◆ DIRECTIONS FOR THIS TASK ◆
Examine the data line by line and report how many lines include the word "stream", with no additional output.

◆ INFORMATION ◆
Start of Block
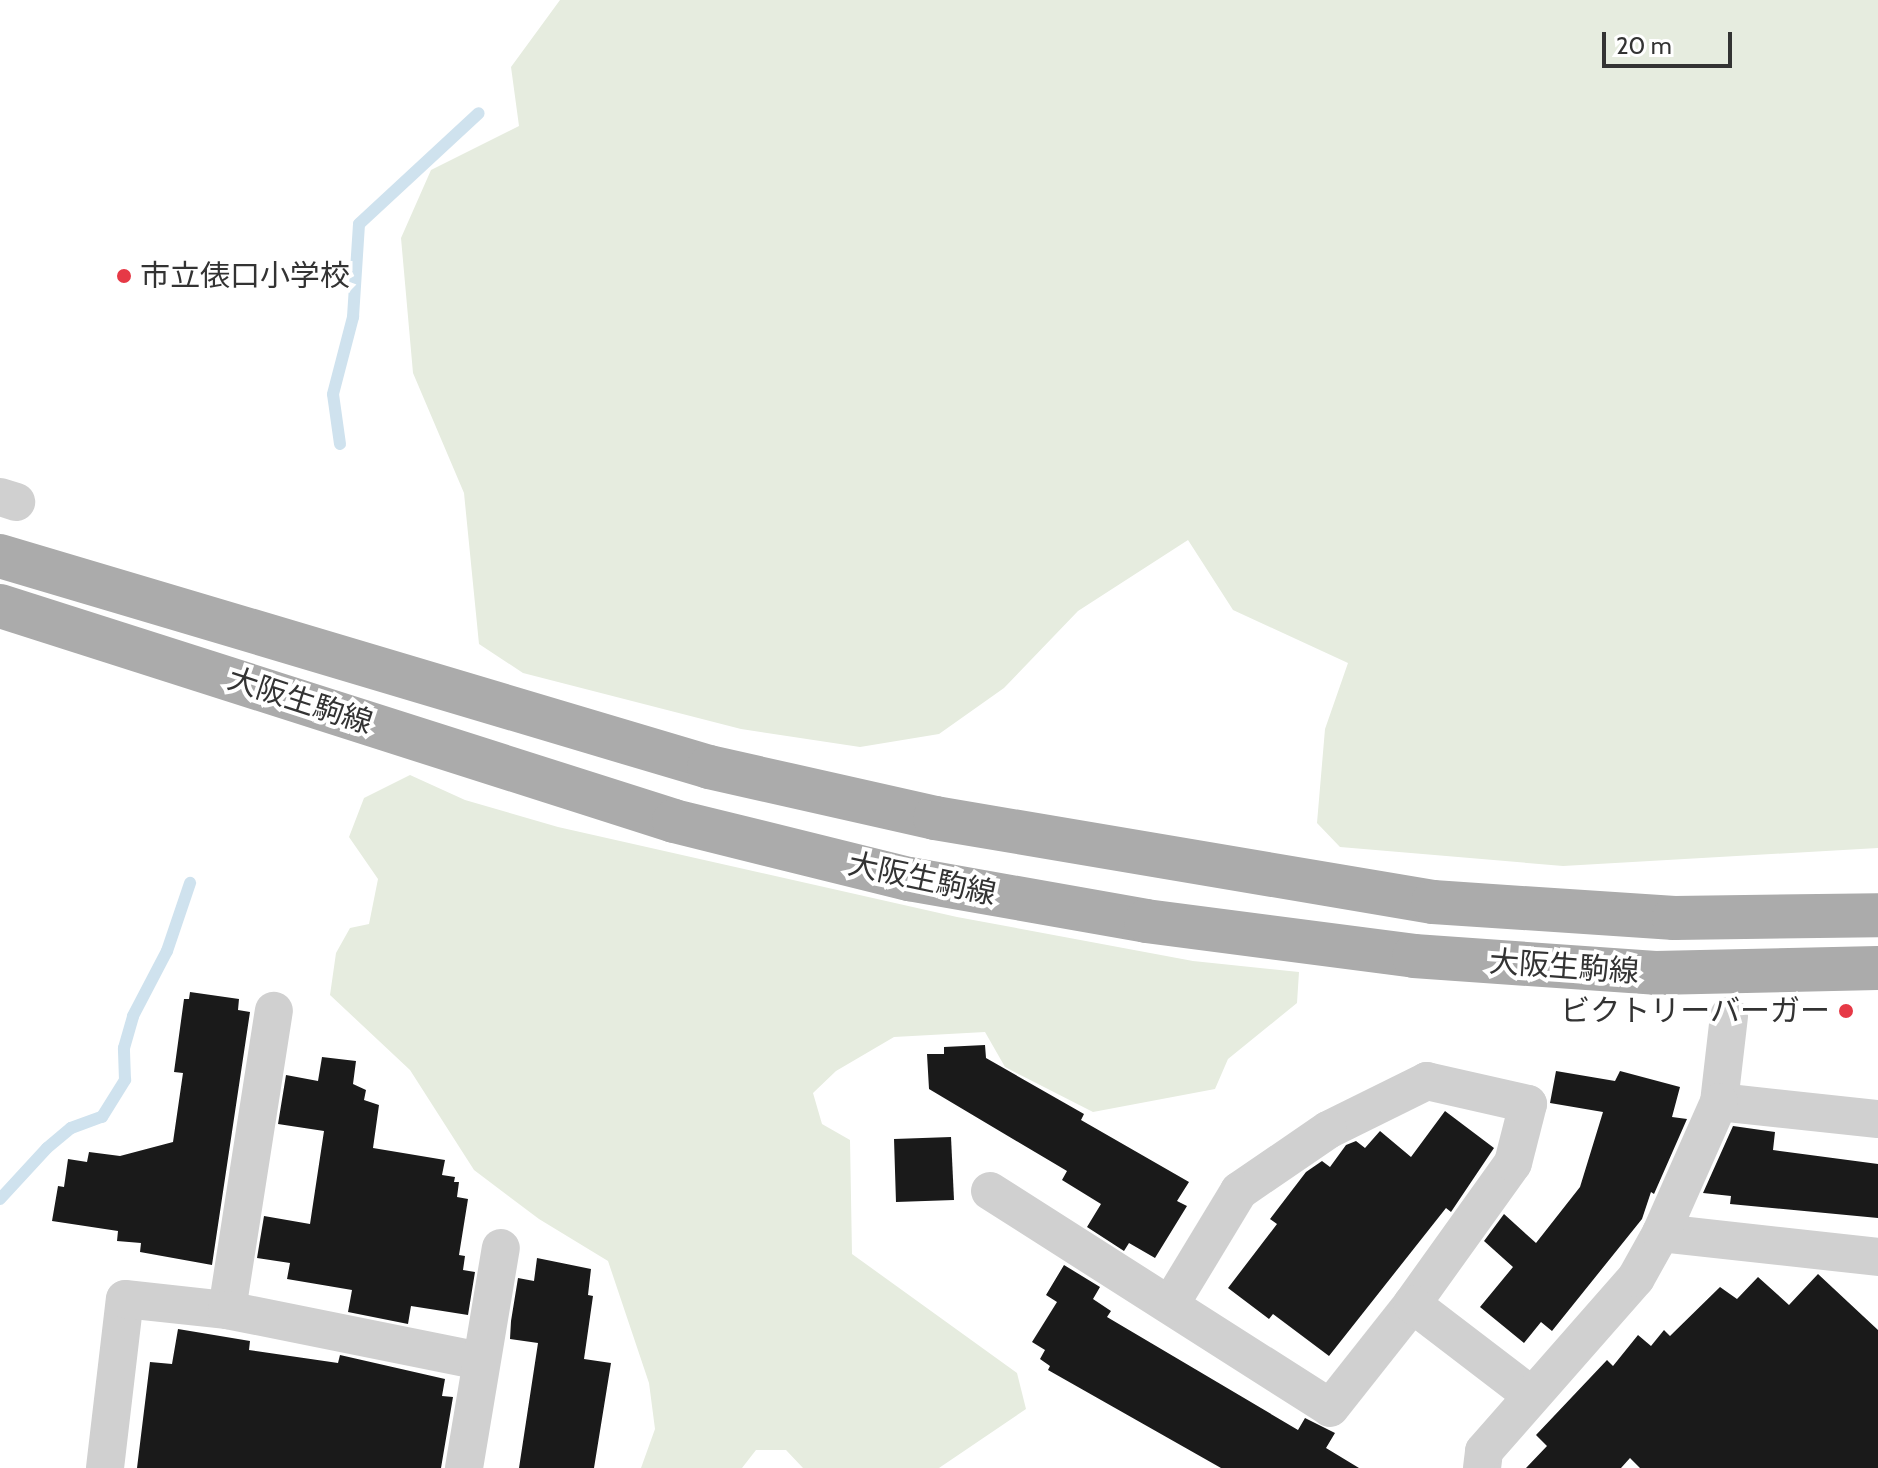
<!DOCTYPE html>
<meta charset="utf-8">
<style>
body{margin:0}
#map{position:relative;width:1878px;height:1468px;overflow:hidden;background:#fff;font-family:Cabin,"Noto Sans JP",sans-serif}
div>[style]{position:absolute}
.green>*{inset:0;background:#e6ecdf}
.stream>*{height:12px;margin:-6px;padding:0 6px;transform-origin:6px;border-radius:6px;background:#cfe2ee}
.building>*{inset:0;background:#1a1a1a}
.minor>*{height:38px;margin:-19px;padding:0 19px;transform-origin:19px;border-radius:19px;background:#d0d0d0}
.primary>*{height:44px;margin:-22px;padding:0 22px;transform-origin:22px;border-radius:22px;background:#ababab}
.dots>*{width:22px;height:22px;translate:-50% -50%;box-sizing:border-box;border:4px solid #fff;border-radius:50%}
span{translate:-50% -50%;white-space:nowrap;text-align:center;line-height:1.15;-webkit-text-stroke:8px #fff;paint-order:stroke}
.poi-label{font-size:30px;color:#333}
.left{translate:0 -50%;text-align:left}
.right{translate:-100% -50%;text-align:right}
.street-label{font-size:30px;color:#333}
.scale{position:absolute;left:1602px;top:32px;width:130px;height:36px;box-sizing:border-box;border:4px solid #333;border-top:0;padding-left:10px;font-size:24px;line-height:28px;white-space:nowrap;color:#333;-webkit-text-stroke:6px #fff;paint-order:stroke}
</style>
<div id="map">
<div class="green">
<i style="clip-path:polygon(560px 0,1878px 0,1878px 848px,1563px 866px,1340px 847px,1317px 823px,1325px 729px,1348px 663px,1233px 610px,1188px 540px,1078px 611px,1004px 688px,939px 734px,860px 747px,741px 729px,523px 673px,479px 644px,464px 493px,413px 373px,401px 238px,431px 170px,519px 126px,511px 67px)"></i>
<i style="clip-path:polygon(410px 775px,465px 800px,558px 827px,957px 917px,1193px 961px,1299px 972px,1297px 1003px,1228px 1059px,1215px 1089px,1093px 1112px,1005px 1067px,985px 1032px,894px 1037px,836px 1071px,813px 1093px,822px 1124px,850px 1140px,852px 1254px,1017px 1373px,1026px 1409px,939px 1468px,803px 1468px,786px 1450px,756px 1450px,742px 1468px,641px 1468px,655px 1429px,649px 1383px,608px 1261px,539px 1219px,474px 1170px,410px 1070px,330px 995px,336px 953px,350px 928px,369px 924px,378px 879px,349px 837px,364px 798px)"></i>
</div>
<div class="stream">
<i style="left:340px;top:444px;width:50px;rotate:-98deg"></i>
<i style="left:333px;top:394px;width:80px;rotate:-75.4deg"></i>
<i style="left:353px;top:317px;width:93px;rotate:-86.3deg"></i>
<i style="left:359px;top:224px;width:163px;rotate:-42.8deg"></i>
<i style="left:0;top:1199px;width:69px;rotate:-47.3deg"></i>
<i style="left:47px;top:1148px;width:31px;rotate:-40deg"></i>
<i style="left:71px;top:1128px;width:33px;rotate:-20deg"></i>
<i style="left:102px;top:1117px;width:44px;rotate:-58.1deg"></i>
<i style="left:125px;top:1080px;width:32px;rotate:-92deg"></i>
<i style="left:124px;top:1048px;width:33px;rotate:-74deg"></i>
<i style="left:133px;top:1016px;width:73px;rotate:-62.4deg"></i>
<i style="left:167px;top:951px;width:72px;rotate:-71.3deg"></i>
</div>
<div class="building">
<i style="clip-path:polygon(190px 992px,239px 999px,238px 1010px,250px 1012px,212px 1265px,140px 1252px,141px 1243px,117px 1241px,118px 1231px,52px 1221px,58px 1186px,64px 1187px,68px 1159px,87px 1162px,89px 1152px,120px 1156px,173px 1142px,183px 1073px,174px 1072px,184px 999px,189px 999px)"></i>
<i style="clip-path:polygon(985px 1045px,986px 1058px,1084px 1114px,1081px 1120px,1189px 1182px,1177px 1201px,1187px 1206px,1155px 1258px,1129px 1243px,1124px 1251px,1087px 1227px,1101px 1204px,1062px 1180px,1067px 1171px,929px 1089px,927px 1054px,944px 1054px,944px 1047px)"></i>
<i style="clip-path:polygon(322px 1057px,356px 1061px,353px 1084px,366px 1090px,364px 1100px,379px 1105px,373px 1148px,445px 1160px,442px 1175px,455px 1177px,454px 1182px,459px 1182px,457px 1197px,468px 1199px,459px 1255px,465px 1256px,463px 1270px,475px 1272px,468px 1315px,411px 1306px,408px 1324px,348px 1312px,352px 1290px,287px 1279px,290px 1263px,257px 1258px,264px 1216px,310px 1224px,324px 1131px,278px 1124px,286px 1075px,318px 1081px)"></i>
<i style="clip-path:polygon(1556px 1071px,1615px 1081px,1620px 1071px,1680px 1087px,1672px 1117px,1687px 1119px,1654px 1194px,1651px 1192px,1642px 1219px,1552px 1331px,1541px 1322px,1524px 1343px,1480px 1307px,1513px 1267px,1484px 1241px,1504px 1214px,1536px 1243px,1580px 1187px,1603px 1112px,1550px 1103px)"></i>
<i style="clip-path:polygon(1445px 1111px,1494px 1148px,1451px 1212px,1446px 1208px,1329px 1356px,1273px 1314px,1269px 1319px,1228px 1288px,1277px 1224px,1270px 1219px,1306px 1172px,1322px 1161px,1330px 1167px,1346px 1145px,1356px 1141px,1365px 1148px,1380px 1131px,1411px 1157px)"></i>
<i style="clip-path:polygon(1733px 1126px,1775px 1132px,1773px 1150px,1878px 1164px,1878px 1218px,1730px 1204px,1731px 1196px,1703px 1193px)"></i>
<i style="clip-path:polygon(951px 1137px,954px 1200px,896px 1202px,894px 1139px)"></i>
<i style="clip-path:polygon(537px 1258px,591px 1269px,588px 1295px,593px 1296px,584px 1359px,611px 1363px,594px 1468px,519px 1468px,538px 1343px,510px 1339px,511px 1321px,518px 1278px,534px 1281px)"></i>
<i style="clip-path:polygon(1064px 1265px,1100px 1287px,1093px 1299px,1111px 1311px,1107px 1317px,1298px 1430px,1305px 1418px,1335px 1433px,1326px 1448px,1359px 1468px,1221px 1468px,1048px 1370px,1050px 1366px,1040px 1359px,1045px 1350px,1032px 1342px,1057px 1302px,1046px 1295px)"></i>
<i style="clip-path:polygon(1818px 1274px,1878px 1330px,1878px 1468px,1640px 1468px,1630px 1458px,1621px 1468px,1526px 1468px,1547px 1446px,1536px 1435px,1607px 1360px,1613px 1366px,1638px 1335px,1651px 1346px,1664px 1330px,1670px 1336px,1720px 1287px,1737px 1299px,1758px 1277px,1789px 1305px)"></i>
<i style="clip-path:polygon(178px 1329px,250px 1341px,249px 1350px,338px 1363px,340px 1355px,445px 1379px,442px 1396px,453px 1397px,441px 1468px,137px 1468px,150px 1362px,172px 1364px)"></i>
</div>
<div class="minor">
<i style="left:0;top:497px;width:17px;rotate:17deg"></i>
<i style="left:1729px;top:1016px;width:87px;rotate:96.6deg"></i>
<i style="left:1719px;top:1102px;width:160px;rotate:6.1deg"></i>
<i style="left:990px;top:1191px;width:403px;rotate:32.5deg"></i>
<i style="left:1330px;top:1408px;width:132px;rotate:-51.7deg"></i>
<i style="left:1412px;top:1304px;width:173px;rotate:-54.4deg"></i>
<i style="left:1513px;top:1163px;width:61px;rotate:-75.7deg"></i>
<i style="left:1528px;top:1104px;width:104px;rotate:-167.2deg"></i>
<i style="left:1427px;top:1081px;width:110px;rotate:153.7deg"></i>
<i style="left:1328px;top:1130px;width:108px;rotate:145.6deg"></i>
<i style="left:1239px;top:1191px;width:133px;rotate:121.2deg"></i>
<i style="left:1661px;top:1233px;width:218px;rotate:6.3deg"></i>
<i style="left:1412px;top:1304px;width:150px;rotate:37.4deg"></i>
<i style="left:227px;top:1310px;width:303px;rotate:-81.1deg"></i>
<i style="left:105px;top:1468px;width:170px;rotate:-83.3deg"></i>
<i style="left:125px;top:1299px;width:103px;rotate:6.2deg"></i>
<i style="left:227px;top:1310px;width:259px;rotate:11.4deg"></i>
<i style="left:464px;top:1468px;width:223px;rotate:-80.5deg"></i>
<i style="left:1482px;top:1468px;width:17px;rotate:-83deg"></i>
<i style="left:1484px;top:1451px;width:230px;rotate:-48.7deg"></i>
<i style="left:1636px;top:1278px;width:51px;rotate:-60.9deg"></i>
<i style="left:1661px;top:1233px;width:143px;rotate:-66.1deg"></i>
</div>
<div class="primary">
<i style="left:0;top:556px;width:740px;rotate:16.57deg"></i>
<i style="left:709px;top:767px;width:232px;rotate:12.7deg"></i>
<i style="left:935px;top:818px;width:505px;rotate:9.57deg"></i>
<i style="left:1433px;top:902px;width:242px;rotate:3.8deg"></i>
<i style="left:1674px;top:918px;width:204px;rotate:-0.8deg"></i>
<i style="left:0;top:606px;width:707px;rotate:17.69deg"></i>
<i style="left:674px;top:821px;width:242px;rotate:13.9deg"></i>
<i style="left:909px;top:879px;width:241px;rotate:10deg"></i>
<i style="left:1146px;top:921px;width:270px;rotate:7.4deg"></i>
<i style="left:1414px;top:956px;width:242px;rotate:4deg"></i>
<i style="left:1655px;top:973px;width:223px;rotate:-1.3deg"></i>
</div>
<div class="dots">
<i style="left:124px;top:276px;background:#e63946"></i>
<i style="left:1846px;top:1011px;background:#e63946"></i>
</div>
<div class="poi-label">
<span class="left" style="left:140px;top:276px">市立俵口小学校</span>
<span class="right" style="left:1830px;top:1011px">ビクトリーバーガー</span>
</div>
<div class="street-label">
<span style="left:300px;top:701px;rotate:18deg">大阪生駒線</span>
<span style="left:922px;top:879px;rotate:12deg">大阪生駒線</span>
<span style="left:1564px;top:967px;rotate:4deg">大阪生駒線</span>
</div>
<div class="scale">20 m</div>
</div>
End of Block
◆ RESPONSE FOR THIS EXERCISE ◆
2